Stored data entries:
Content starts

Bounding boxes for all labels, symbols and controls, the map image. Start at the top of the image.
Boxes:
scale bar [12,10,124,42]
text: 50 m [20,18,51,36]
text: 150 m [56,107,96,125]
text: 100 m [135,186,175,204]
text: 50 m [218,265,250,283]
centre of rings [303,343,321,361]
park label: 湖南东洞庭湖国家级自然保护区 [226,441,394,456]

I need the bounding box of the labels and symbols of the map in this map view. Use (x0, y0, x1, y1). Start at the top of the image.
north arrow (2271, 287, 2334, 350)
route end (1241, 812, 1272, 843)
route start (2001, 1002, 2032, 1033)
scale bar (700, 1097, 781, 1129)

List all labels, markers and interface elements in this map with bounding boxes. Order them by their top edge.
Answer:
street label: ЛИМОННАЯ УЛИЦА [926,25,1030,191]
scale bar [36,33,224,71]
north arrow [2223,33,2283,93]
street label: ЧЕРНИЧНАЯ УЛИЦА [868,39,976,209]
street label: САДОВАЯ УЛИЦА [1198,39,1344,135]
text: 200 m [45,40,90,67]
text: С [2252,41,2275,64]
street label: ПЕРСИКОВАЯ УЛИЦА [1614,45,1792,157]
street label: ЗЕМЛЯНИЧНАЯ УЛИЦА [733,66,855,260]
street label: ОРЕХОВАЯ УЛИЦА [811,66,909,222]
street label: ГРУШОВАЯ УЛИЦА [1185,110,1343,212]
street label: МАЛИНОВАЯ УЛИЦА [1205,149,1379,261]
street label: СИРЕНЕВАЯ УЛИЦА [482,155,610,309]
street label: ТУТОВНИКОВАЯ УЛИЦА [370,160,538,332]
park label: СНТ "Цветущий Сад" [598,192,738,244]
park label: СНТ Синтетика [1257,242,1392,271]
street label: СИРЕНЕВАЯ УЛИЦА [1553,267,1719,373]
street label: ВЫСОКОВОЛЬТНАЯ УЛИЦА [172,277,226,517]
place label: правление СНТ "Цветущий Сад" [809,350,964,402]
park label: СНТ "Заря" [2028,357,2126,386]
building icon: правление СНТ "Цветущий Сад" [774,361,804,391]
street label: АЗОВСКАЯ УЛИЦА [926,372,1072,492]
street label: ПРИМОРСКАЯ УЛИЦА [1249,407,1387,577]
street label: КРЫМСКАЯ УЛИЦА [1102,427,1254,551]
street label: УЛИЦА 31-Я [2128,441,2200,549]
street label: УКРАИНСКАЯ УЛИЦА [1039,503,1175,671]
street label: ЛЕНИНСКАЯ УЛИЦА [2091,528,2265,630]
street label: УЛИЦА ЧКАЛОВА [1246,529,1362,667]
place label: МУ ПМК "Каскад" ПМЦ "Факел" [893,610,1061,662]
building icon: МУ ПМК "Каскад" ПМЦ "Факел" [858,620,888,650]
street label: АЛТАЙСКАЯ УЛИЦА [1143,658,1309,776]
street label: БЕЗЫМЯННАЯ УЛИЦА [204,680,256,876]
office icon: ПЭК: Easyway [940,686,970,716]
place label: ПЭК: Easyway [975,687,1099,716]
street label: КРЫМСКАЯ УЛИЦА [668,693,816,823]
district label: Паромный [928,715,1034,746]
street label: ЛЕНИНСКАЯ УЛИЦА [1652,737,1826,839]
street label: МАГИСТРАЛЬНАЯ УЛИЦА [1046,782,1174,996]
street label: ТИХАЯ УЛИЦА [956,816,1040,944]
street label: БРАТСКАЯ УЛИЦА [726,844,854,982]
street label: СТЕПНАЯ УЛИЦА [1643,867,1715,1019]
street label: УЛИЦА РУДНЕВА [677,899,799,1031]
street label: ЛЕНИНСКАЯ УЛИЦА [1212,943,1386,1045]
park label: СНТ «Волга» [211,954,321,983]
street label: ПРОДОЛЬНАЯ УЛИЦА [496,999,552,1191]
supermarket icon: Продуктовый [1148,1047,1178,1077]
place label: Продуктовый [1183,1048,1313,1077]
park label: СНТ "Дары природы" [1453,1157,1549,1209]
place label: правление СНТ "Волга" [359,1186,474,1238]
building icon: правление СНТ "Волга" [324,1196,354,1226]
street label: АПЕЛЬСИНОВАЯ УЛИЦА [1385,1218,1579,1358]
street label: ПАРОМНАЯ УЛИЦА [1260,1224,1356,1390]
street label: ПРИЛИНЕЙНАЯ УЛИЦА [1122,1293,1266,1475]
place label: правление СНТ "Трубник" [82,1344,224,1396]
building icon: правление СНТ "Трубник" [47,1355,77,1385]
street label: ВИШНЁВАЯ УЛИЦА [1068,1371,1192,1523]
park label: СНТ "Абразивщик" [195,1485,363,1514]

Content ends

* _Your objective_
Where a line in the entries holds the word "Каскад", copy that line.

* _Your solution_
place label: МУ ПМК "Каскад" ПМЦ "Факел" [893,610,1061,662]
building icon: МУ ПМК "Каскад" ПМЦ "Факел" [858,620,888,650]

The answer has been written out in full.